:: DATA TO EXAMINE ::
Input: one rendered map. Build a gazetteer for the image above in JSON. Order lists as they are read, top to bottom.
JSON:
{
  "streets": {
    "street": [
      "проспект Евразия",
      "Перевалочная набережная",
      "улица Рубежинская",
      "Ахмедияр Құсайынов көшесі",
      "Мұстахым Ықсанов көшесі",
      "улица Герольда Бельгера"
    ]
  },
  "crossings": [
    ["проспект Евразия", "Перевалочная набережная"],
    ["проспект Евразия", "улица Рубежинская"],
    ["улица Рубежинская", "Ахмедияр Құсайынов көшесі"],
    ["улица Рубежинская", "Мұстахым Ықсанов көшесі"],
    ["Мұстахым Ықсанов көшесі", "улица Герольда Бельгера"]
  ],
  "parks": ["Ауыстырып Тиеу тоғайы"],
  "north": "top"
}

:: WHAT THE TASK REQUIRES ::
Each line of the data must be copied exactly as it appears.

:: EXERCISE OUTPUT ::
Input: one rendered map. Build a gazetteer for the image above in JSON. Order lists as they are read, top to bottom.
JSON:
{
  "streets": {
    "street": [
      "проспект Евразия",
      "Перевалочная набережная",
      "улица Рубежинская",
      "Ахмедияр Құсайынов көшесі",
      "Мұстахым Ықсанов көшесі",
      "улица Герольда Бельгера"
    ]
  },
  "crossings": [
    ["проспект Евразия", "Перевалочная набережная"],
    ["проспект Евразия", "улица Рубежинская"],
    ["улица Рубежинская", "Ахмедияр Құсайынов көшесі"],
    ["улица Рубежинская", "Мұстахым Ықсанов көшесі"],
    ["Мұстахым Ықсанов көшесі", "улица Герольда Бельгера"]
  ],
  "parks": ["Ауыстырып Тиеу тоғайы"],
  "north": "top"
}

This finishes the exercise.